ZIELONY KOKTAJL ZE SZPINAKIEM
W taki upał zielony koktajl ze szpinakiem pasuje ja znalazł i to od samego śniadania. Wszelkie koktajle i smoothie z zielonymi warzywami i liśćmi są zawsze mile widziane i chętnie przygotowywane u nas w domu. Oczywiście pomysłów na takie napoje z błonnikiem znajdziecie w całej sieci w przeróżnych wersjach. Właściwie jest ich całe mnóstwo, do wyboru do koloru. Na rynku jest także wiele książek o zbliżonej tematyce. Każdy człowiek ma swój ulubiony smak, połączenie, dodatek. Czasami wystarczą po prostu listki szpinaku, kawałek ananasa, banan i plaster imbiru. Tu jako przykład podałam ostatnio ulubione połączenie mojego męża.
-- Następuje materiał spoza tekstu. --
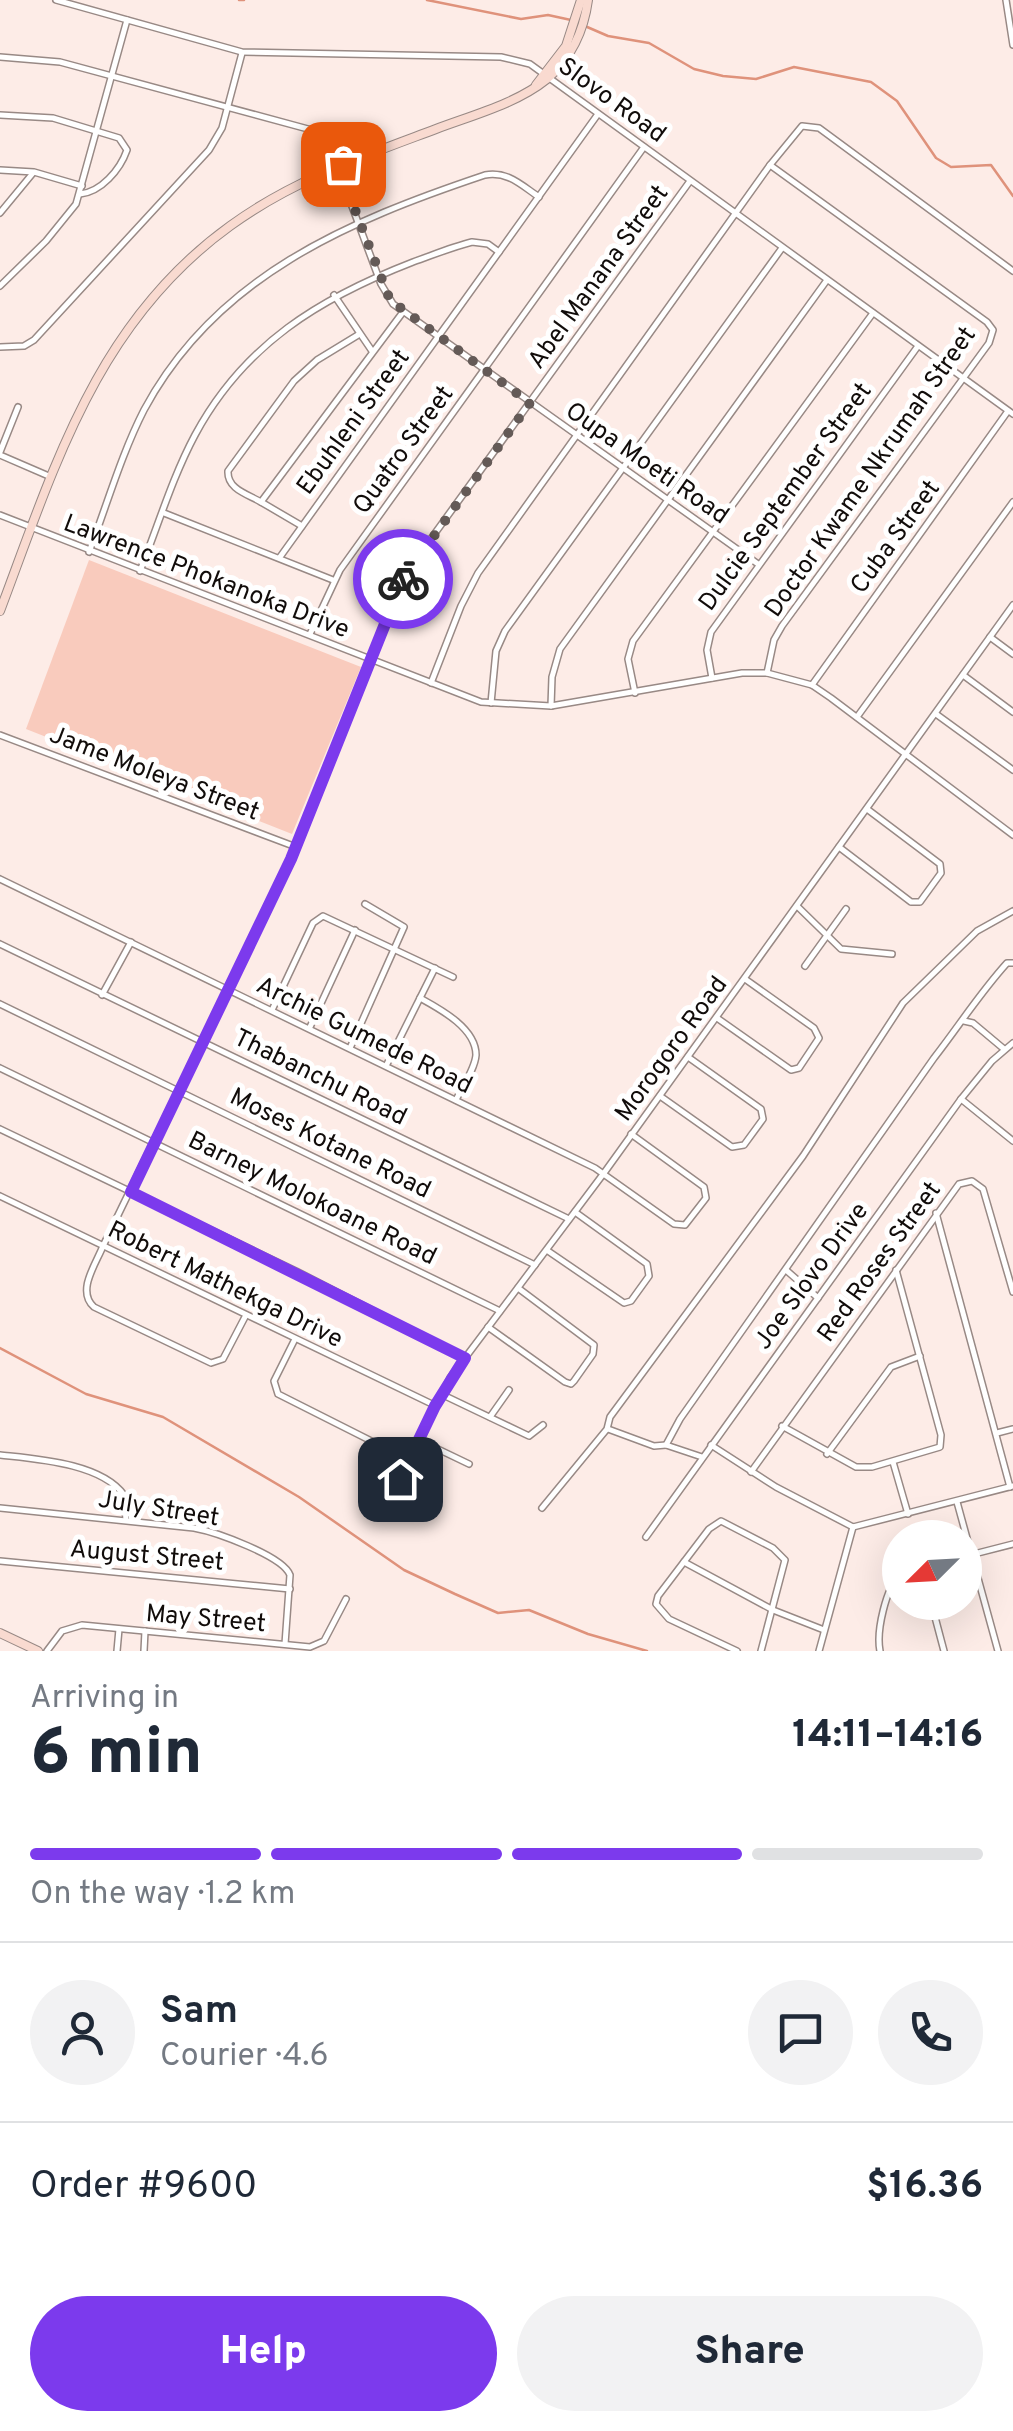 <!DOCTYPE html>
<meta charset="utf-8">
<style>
:root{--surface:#fff;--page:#f2f2f3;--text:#1f2937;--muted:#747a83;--line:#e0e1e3;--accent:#7c3aed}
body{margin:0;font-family:Overpass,sans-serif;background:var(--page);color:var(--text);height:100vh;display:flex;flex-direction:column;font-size:38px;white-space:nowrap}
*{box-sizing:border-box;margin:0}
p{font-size:32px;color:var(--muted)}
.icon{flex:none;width:55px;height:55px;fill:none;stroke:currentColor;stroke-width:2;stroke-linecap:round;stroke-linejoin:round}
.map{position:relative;height:1651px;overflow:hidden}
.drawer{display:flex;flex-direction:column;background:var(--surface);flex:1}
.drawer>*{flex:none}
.needle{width:65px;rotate:246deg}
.controls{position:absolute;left:882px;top:1520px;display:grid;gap:20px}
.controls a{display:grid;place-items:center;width:100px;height:100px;border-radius:50%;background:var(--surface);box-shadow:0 10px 40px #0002;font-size:50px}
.pin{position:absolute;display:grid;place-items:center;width:85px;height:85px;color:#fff;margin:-42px;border-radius:20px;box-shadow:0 5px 15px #0006}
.courier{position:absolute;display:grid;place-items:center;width:100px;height:100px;margin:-50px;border:8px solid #7c3aed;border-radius:50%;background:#fff;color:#222;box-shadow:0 2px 12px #0007}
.head em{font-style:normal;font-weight:800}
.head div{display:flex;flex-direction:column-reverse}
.head{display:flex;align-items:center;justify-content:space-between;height:170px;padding:0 30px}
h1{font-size:65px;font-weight:800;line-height:75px}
.bar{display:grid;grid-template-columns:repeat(4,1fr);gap:15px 10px;align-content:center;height:120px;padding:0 30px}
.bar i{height:12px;border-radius:8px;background:var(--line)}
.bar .active{background:var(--accent)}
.bar p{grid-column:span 4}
.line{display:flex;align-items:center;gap:25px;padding:0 30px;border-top:2px solid var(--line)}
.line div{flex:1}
.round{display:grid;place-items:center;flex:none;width:105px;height:105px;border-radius:52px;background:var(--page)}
.button{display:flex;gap:20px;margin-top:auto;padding:20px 30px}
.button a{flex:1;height:115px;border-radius:60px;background:var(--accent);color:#fff;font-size:40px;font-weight:800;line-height:115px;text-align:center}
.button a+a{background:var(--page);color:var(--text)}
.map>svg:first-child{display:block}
.green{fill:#f9cbbd}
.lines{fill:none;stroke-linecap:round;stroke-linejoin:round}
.stream{stroke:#df927b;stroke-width:2.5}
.street-casing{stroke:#988985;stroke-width:8}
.secondary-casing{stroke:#988985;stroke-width:10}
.street{stroke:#fff;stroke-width:5}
.secondary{stroke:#f9dad0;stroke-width:8}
.done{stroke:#645a57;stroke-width:10;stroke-dasharray:0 18}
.route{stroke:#7c3aed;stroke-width:12}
.labels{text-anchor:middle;stroke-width:10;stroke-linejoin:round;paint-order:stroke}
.street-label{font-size:25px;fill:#110c0a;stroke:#fff}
</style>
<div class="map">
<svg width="1013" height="1651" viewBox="0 0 1013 1651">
<rect width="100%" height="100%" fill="#fdece7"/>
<!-- green -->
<path class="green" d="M89 560 361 667 292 834 26 729Z"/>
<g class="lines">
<!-- stream -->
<g class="stream">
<path d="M239 0H244"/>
<path d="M427 0 521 19 548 15 571 20 608 36 649 43 694 69 723 76 756 79 794 67 871 82 897 101 936 158 951 167 991 165 1013 196"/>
<path d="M0 1348 86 1394 163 1417 299 1497 404 1570 455 1594 498 1613 529 1610 588 1634 647 1651"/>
</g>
<defs>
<g id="street">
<path d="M56 0 242 52 501 57 530 64 1013 414"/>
<path d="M1006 0 1013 45"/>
<path d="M0 57 60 62 319 132 333 140 343 164"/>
<path d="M0 115 53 118 119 138 127 150C120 170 101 192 80 194"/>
<path d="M337 166 381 284 393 304 758 564"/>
<path d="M0 170 34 172 82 186"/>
<path d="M0 213 33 173"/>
<path d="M0 286 46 241 76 204 127 20"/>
<path d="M334 295 372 351"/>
<path d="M0 347 24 346 34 340 209 150 222 128 242 53"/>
<path d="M0 452 18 407"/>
<path d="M0 455 51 477"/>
<path d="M261 502C247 494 227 489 228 471L294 381 317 360 358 335"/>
<path d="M164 513 333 580"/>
<path d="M0 515 481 702 551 706 742 673H767L812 685 831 698 1013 835"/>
<path d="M302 526 261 502 403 312"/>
<path d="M89 552C107 505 121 455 144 410 216 276 348 221 485 175 508 171 521 185 539 197"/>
<path d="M280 557 598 114"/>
<path d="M140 571C158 526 172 478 195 435 244 344 320 298 413 262 433 255 452 247 472 242L488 244 499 252"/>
<path d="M310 634 340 570 644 147"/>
<path d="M990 637 1013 654"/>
<path d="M767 673 774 640 782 626 989 343 993 330 987 322 770 165"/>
<path d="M963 675 1013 712"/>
<path d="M712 678 707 650 711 632 918 346"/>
<path d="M431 683 461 606 478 573 770 165 802 126 819 128 1013 271"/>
<path d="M812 685 1008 411"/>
<path d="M635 693 628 659 633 641 873 313"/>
<path d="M491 703 496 651 505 631 782 248"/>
<path d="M551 706 552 677 560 649 827 280"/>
<path d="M936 714 1013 770"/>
<path d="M857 717 1013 502"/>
<path d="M0 735 296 847"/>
<path d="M839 847 911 902H920L941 873 940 864 867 809"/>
<path d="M0 879 595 1168 674 1224 685 1225 706 1198 704 1187 631 1134"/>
<path d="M797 906 841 949 892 954"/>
<path d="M0 944 569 1219"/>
<path d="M805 966 846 909"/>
<path d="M102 995 131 942"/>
<path d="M420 998C440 1009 476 1028 476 1055 475 1069 462 1087 456 1100"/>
<path d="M0 1004 535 1265"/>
<path d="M272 1010 313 923 323 916 453 977"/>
<path d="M717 1018 791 1070 799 1068 819 1038 814 1028 745 979"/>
<path d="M964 1021 973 1023 1004 1049"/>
<path d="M310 1027 355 930"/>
<path d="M350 1048 404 927 365 904"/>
<path d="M387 1064 435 968"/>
<path d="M0 1068 500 1311"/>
<path d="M660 1096 732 1147 744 1145 763 1119 761 1109 688 1057"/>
<path d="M961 1099 1013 1141"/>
<path d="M0 1129 296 1271 465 1358"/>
<path d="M0 1196 434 1405"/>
<path d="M936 1213 1010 1487"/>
<path d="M548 1251 624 1303 631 1301 649 1276 647 1264 575 1212"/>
<path d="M786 1270 818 1298"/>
<path d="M246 1315 223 1359 211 1363 94 1307C76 1291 96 1264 103 1246L291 859 404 576 690 181"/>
<path d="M488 1327 565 1382 571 1384 574 1381 593 1354 594 1345 518 1288"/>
<path d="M295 1339 274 1381 278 1394 409 1460"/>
<path d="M441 1394 529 1436 543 1425"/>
<path d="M490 1417 509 1390"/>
<path d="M782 1426 856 1467H872L940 1447 941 1435 896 1270"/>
<path d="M608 1429 654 1446 666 1445"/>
<path d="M997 1433 1013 1429"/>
<path d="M419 1440 469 1464"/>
<path d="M711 1445 776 1487 853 1527 1013 1486"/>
<path d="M827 1454 891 1367 920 1356"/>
<path d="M0 1455C36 1459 101 1463 124 1495L126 1520"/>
<path d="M702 1457 666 1445 680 1419 934 1058C959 1026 979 994 1007 963H1013"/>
<path d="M893 1462 908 1514"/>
<path d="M751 1472 959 1184 972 1181 983 1189 1013 1292"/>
<path d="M957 1502 998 1651"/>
<path d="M0 1508 194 1528C216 1532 283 1556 290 1575L285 1644"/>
<path d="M542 1508 607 1429 610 1417 803 1156 903 1003 977 931 1013 911"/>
<path d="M433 1512 402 1491 399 1482 450 1378 604 1173 1013 605"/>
<path d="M646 1537 961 1099 992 1061 1013 1043"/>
<path d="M974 1554 1013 1544"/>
<path d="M0 1561 290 1589"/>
<path d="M684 1562 773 1610 824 1630"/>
<path d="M931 1602 944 1651"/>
<path d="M47 1651 62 1631 82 1625 310 1647 324 1641 346 1599"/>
<path d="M117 1651 119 1629"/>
<path d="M144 1651 145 1631"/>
<path d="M737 1651 669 1619 656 1604 658 1596 709 1529 721 1521 773 1548 785 1560 761 1651"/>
<path d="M819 1651 853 1527"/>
<path d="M880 1651C876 1631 886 1588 900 1574"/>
</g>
<g id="secondary">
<path d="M536 85 566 46 581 0"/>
<path d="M0 611C55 465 97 322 230 226 293 180 364 156 436 129 473 115 516 104 547 79 571 59 584 30 588 0"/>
<path d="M0 1633 38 1651"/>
</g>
</defs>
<!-- street casing -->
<use href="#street" class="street-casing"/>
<!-- secondary casing -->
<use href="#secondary" class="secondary-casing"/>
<!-- street -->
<use href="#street" class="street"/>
<!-- secondary -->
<use href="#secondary" class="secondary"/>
</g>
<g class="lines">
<!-- done -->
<path class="done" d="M343 164 338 166 390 300 530 403 403 579"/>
<!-- route -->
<path class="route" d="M400 1479 435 1406 465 1358 131 1192 291 859 403 579"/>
</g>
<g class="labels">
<!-- street labels -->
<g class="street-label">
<text transform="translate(613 99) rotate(36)" y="9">Slovo Road</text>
<text transform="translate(597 276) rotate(-54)" y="9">Abel Manana Street</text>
<text transform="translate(352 421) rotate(-54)" y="9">Ebuhleni Street</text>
<text transform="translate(402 449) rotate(-54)" y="9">Quatro Street</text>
<text transform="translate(648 462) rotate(35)" y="9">Oupa Moeti Road</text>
<text transform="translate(869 471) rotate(-55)" y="9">Doctor Kwame Nkrumah Street</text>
<text transform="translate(784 496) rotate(-54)" y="9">Dulcie September Street</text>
<text transform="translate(894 536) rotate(-54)" y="9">Cuba Street</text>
<text transform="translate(207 575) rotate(21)" y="9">Lawrence Phokanoka Drive</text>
<text transform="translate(155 772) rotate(21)" y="9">Jame Moleya Street</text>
<text transform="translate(365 1034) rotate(26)" y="9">Archie Gumede Road</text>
<text transform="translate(670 1048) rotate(-54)" y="9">Morogoro Road</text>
<text transform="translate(321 1076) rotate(26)" y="9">Thabanchu Road</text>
<text transform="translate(331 1142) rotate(26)" y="9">Moses Kotane Road</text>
<text transform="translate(313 1197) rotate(26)" y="9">Barney Molokoane Road</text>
<text transform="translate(878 1261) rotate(-54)" y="9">Red Roses Street</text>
<text transform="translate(810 1275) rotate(-54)" y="9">Joe Slovo Drive</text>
<text transform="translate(226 1283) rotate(26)" y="9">Robert Mathekga Drive</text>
<text transform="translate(159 1507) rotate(9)" y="9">July Street</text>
<text transform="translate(147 1554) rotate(5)" y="9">August Street</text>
<text transform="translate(206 1617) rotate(5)" y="9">May Street</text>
</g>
</g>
</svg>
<div class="controls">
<a><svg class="needle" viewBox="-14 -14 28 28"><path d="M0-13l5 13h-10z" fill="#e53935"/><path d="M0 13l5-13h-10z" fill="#747a83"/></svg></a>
</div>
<div class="pin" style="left:343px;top:164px;background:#ea580c"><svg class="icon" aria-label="bag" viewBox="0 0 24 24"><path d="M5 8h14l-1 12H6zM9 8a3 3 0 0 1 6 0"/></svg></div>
<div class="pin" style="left:400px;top:1479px;background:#1f2937"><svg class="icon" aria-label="home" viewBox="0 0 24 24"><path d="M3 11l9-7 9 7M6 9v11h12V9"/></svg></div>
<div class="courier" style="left:403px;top:579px"><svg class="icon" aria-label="bike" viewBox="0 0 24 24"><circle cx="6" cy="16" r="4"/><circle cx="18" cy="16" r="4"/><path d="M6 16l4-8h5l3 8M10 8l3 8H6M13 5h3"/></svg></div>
</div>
<section class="drawer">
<div class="head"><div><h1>6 min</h1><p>Arriving in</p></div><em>14:11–14:16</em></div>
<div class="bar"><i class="active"></i><i class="active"></i><i class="active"></i><i></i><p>On the way · 1.2 km</p></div>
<div class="line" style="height:180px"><a class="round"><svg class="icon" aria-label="person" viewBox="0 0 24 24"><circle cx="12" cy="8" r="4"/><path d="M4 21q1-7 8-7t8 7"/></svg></a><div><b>Sam</b><p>Courier · 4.6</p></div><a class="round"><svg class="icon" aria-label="chat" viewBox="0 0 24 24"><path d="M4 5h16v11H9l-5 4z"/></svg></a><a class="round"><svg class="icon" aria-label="phone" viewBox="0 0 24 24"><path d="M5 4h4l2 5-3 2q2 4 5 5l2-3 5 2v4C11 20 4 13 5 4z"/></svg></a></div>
<div class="line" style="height:130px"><div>Order #9600</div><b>$16.36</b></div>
<div class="button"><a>Help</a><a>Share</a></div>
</section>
Moje też, no ale ponieważ nie mogę zbyt często jeść ananasa to zazwyczaj wezmę sobie po prostu łyka lub dwa ze szklanki. A tak z innej parafii ;) upał niemiłosierny a ja zjadłabym frytki takie grubo krojone z oleju na tacce papierowej podane, a do tego jakimś sos pieprzowy albo paprykowy na bazie majonezu. Noooo ale mam myśli dietetyczne Ale takie frytki kojarzą mi się z wakacjami – może dlatego? masz takie zachcianki frytkowe? Kupujesz je czy robisz w domu? Ponieważ nie zdecydowałam się na frytkowe szaleństwo, to dzisiaj przygotowałam dla Was takie zielony koktajl ze szpinakiem, z dwoma bananami i całkiem sporym kawałkiem imbiru. Mogłam dolać jako cześć płynną – wodę, jednak zdecydowałam się na mleko sojowe, ponieważ lubię, gdy każdy koktajl ma dodatek białka (białko znajduje się w soi). Samo zdrowie, co widać po kolorze i strukturze napoju, w końcu zielony koktajl ze szpinakiem sam prosi się o wypicie.
ZIELONY KOKTAJL ZE SZPINAKIEM
ZIELONY KOKTAJL ZE SZPINAKIEM – składniki:
- 2 garście szpinaku
- 2 banany
- gruby plaster imbiru
- 300 ml mleka roślinnego
ZIELONY KOKTAJL ZE SZPINAKIEM – przepis:
- Do kielicha stojącego na bazie blendera wkładam obrane banany, imbir, szpinak i wlewam mleko. Zamykam dokładnie pokrywkę.
- Włączam funkcję miksowania na najwyższych obrotach.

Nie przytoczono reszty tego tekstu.